What is a 'Message Authentication Code - MAC'

A message authentication code (MAC), or tag, is a security code that is typed in by the user of a computer to access accounts or portals. This code is attached to the message or request sent by the user. Message authentication codes (MACs) attached to the message must be recognized by the receiving system in order to grant the user access.

BREAKING DOWN 'Message Authentication Code - MAC'

Message authentication codes (MACs) are commonly used in electronic funds transfers (EFTs) to maintain information integrity. They confirm that a message is authentic; that it really does come, in other words, from the stated sender, and hasn’t undergone any changes en route. A verifier who also possesses the key can use it to identify changes to the content of the message in question.

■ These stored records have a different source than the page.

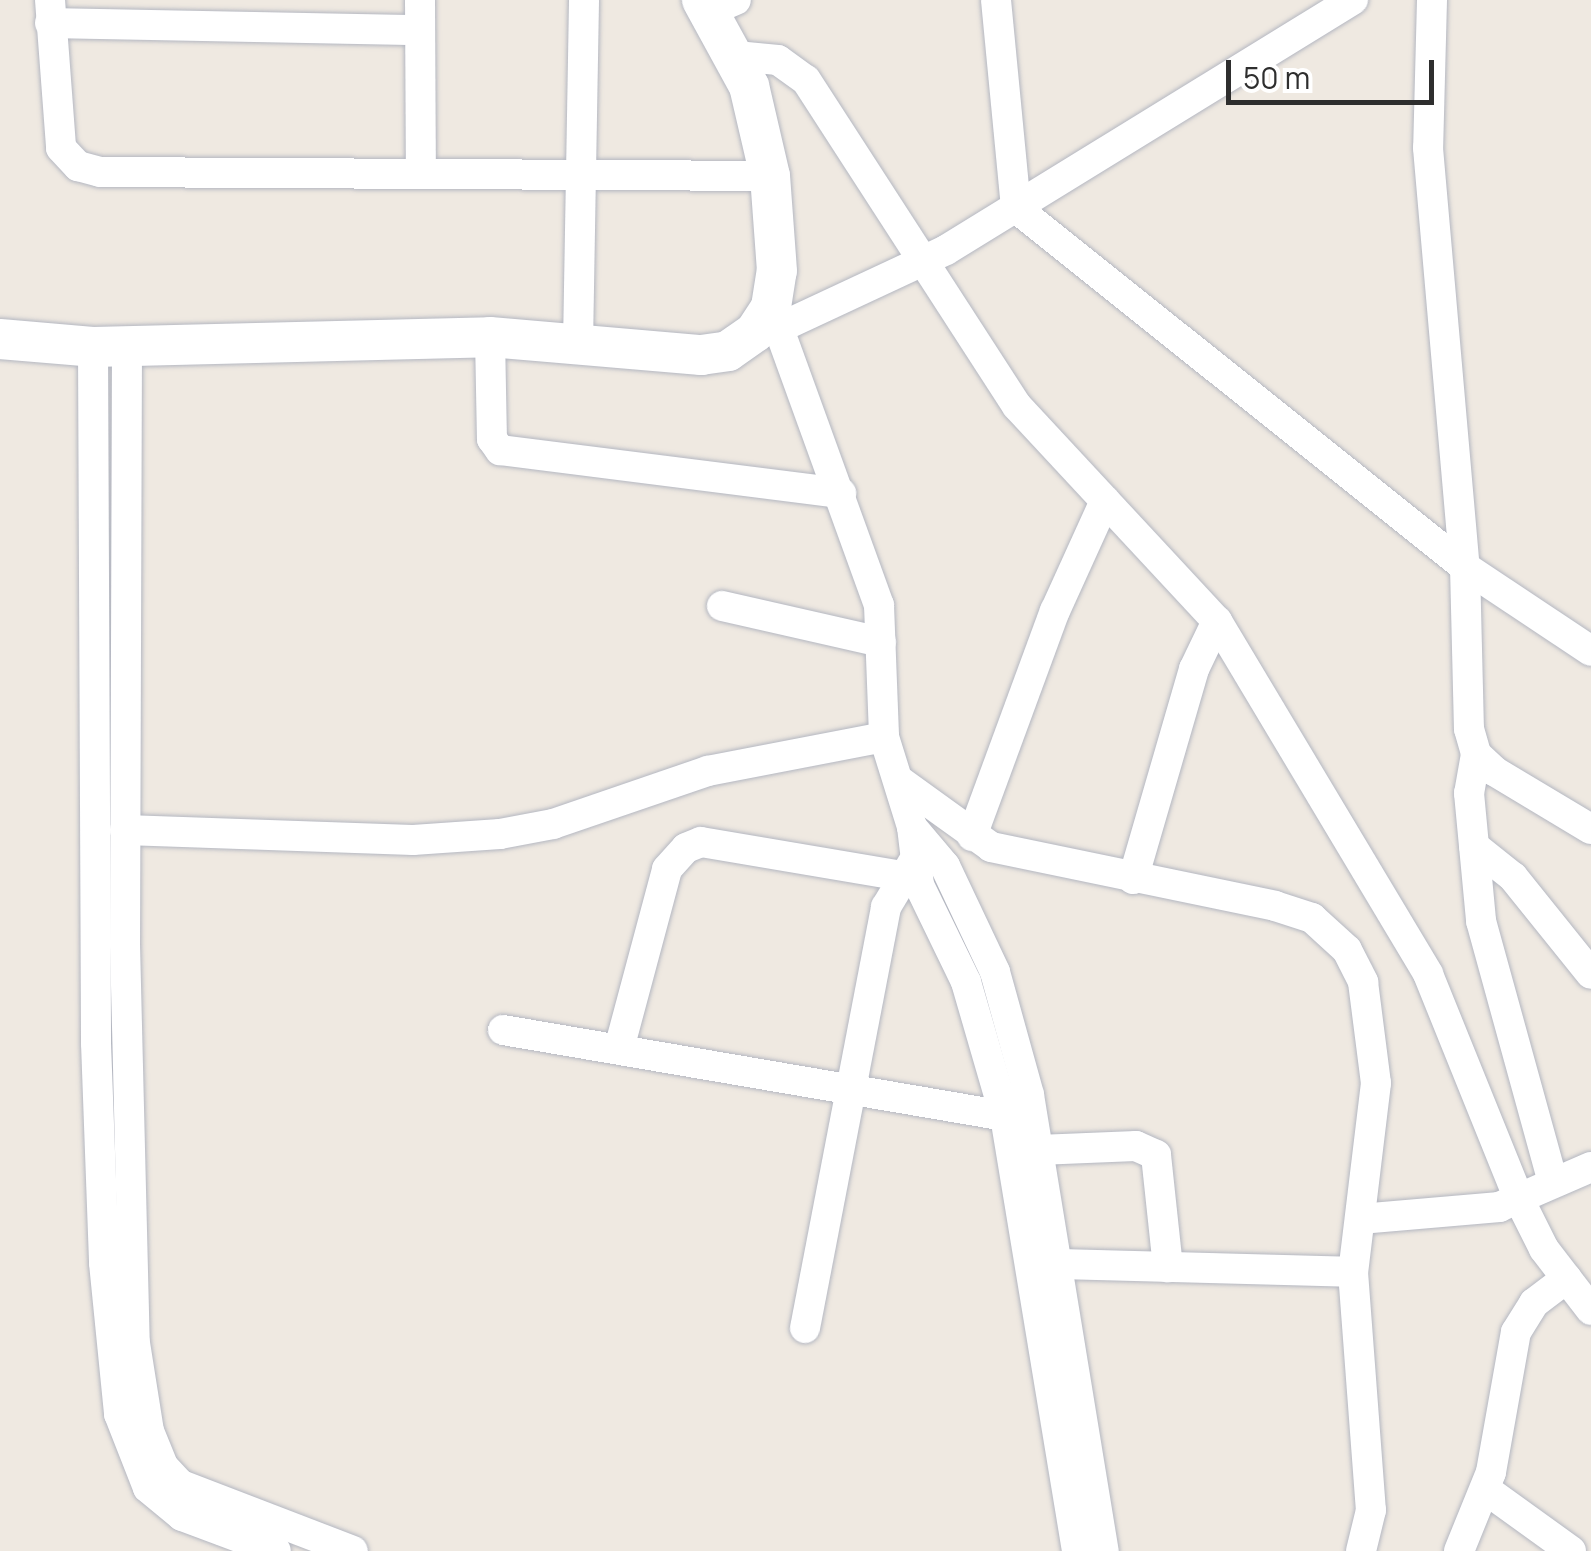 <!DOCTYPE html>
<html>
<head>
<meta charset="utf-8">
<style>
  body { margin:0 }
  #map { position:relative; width:1591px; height:1551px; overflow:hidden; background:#efe9e1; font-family:Manrope,sans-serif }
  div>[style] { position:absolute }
  .roads { filter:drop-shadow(0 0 2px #b4b7c1) drop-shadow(0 0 2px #b4b7c1) }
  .street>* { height:30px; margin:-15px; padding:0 15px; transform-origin:15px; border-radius:15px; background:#fff }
  .secondary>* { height:40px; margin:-20px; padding:0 20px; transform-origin:20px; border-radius:20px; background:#fff }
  span { translate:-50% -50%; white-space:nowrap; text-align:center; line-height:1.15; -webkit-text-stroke:9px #fff; paint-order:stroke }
  .scale { position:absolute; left:1226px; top:60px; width:208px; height:45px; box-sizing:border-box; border:5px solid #2e2e2e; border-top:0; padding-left:12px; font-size:30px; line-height:35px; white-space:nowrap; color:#2e2e2e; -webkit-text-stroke:8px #fff; paint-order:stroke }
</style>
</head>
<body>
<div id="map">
  <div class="roads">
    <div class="street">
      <i style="left:50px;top:0;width:148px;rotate:85.7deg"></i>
      <i style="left:61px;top:148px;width:25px;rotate:47deg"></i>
      <i style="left:78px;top:166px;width:23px;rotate:15deg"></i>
      <i style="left:100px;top:172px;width:670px;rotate:0.34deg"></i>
      <i style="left:420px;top:0;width:174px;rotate:89.7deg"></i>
      <i style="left:996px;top:0;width:209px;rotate:84.5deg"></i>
      <i style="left:1016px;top:208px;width:575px;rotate:38.64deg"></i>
      <i style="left:1465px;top:567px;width:151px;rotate:33.7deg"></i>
      <i style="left:1432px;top:0;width:148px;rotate:91.5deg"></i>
      <i style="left:1428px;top:148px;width:421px;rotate:85deg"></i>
      <i style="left:1465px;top:567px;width:162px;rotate:88.6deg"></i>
      <i style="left:1469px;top:729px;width:26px;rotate:74deg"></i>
      <i style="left:1476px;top:754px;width:25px;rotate:43deg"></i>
      <i style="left:1494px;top:771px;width:113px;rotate:30.9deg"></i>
      <i style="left:710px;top:11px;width:28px;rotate:-23deg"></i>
      <i style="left:50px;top:23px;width:370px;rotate:1.1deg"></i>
      <i style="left:736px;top:56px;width:42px;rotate:5.4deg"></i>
      <i style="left:778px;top:60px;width:34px;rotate:36deg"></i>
      <i style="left:806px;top:80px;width:388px;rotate:57.1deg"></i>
      <i style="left:1017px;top:406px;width:294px;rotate:47.1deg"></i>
      <i style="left:1217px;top:621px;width:411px;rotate:59.1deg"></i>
      <i style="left:1428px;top:974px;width:240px;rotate:68deg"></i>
      <i style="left:1518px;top:1197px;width:58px;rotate:63.4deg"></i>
      <i style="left:1544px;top:1249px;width:77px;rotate:52.4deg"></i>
      <i style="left:771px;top:307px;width:317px;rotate:70.1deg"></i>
      <i style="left:879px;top:605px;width:132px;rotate:87.8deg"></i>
      <i style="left:884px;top:737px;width:94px;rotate:72.7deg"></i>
      <i style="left:912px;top:827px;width:58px;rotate:83.1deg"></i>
      <i style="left:919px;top:885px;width:108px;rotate:64.1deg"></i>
      <i style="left:966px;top:982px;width:140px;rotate:73.8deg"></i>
      <i style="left:1005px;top:1116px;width:441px;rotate:80.6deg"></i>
      <i style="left:779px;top:328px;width:184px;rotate:-25deg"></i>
      <i style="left:946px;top:250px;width:478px;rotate:-31.6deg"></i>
      <i style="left:490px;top:337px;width:102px;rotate:88.9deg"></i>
      <i style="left:492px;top:439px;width:14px;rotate:54deg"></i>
      <i style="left:500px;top:450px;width:344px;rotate:7.2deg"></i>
      <i style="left:578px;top:345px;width:345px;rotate:-89deg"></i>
      <i style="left:127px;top:346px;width:598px;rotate:90.19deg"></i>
      <i style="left:125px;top:944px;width:399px;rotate:88.6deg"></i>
      <i style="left:135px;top:1343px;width:89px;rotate:81deg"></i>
      <i style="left:149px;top:1431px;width:38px;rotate:68deg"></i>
      <i style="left:163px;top:1466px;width:26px;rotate:47deg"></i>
      <i style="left:181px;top:1485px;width:184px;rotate:21deg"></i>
      <i style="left:93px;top:347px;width:696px;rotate:89.75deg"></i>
      <i style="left:96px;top:1043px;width:220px;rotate:87.9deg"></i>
      <i style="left:104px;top:1263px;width:152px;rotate:84.3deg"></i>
      <i style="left:119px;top:1414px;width:79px;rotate:68.6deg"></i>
      <i style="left:148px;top:1488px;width:44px;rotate:39.5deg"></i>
      <i style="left:182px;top:1516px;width:100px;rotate:20.4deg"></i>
      <i style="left:722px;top:606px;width:163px;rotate:12.8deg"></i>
      <i style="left:1476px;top:754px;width:40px;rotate:100deg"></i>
      <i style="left:1469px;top:793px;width:129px;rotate:84.6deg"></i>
      <i style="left:1481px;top:921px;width:271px;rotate:74.6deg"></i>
      <i style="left:901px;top:782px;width:111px;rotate:35.8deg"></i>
      <i style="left:991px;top:847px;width:290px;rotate:11.7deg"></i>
      <i style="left:1275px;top:906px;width:39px;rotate:18deg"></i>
      <i style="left:1312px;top:918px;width:47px;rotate:42.4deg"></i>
      <i style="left:1347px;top:950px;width:36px;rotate:63deg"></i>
      <i style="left:1363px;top:982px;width:102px;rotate:82.7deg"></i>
      <i style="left:1376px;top:1083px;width:190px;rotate:96.9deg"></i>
      <i style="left:1353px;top:1272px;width:239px;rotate:85.7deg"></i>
      <i style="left:1371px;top:1510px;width:42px;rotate:103.7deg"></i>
      <i style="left:912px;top:827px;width:51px;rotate:49.8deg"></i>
      <i style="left:945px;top:866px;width:117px;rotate:64.7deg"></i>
      <i style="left:995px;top:972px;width:128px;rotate:74.5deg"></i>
      <i style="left:1029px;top:1095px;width:462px;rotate:80.7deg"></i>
      <i style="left:125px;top:830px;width:288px;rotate:2deg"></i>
      <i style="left:413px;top:840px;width:87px;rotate:-3.9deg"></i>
      <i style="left:500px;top:834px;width:54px;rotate:-10.7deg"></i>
      <i style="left:553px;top:824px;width:164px;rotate:-18.9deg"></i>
      <i style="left:708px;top:771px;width:179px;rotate:-10.9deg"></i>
      <i style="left:972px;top:836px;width:240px;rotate:-69.8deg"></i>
      <i style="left:1055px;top:611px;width:121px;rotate:-65.6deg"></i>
      <i style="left:1474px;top:846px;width:50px;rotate:38.5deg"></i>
      <i style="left:1513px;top:877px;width:124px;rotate:51.2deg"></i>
      <i style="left:1133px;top:879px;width:219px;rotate:-73.8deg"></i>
      <i style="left:1194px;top:669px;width:53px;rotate:-64.4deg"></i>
      <i style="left:503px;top:1030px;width:509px;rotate:9.72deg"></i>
      <i style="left:620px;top:1045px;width:182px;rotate:-75deg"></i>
      <i style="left:667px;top:869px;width:28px;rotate:-48deg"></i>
      <i style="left:686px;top:848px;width:16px;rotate:-22deg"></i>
      <i style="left:701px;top:842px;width:204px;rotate:9.6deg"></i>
      <i style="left:1038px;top:1150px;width:98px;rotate:-2.3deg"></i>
      <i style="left:1136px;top:1146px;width:22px;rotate:24deg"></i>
      <i style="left:1156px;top:1155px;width:113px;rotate:83.9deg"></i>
      <i style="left:1360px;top:1219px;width:140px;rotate:-4.9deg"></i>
      <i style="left:1499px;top:1207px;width:100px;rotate:-23.5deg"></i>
      <i style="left:1056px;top:1264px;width:297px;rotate:1.5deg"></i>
      <i style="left:805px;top:1328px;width:429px;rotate:-79.1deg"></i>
      <i style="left:886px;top:907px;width:58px;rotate:-59deg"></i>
      <i style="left:1485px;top:1489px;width:106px;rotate:35.8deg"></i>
      <i style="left:1459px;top:1551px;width:85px;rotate:-67.9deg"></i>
      <i style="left:1491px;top:1472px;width:142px;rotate:-79.9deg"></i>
      <i style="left:1516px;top:1332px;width:34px;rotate:-58deg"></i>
      <i style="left:1534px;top:1303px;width:41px;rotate:-37.1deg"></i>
    </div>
    <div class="secondary">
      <i style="left:0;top:339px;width:93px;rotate:4.9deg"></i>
      <i style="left:93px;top:347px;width:397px;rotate:-1.4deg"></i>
      <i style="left:490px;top:337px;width:212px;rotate:4.9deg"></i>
      <i style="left:701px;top:355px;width:27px;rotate:-8deg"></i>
      <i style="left:728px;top:351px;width:33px;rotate:-35deg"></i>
      <i style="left:755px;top:332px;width:30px;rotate:-57deg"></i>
      <i style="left:771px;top:307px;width:36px;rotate:-81deg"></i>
      <i style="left:777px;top:271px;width:95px;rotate:-94.2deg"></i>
      <i style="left:770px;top:176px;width:92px;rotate:-103.1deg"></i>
      <i style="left:749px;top:86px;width:98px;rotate:-118.7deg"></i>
    </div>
  </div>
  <div class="scale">50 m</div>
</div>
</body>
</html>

Message authentication codes are usually required to access any kind of financial account. Banks, brokerage firms, trust companies and any other deposit, investment or insurance company that offers online access can employ these codes. They are a vital component of financial cryptography.

Algorithms Used to Generate MACs

Three algorithms typically comprise a MAC: a key generation algorithm, a signing algorithm and a verifying algorithm. The key generation algorithm chooses a key at random. The signing algorithm sends a tag when given the key and the message. The verifying algorithm is used to verify the authenticity of the message when given the key and tag; it will return a message of accepted if the message and tag are authentic and unaltered, but otherwise it will return a message of rejected.

For example, the sender sends a message, such as an EFT, through the MAC algorithm, which generates a key and attaches a MAC data tag to the message. The recipient gets the message, runs it back through the MAC algorithm with the same key, and gets a second data tag. He or she will then compare this MAC data tag with the first one attached to the message when it was transmitted. If the code is the same at both ends, the recipient can safely assume that the data integrity of the message is intact. If not, however, it means that the message was altered, tampered with or forged.

However, the message itself should contain some data that ensures that this message can only be sent once. For example, a one-time MAC, timestamp or sequence number could be used to guarantee that the message can only be sent once. Otherwise, the system could be vulnerable to a replay attack, in which an attacker intercepts the message after it has been decoded and retransmits it at a later time, replicating the original results and infiltrating the system.

Message Integrity Codes (MICs)

Sometimes, the term message integrity code (MIC) will be used instead of MAC. This is most often done in the communications industry, where MAC traditionally means media access control address (MAC address). However, MIC can also be used to refer to message digest, which does not use secret keys in the same manner as a MAC, and cannot offer the same level of security without further encryption.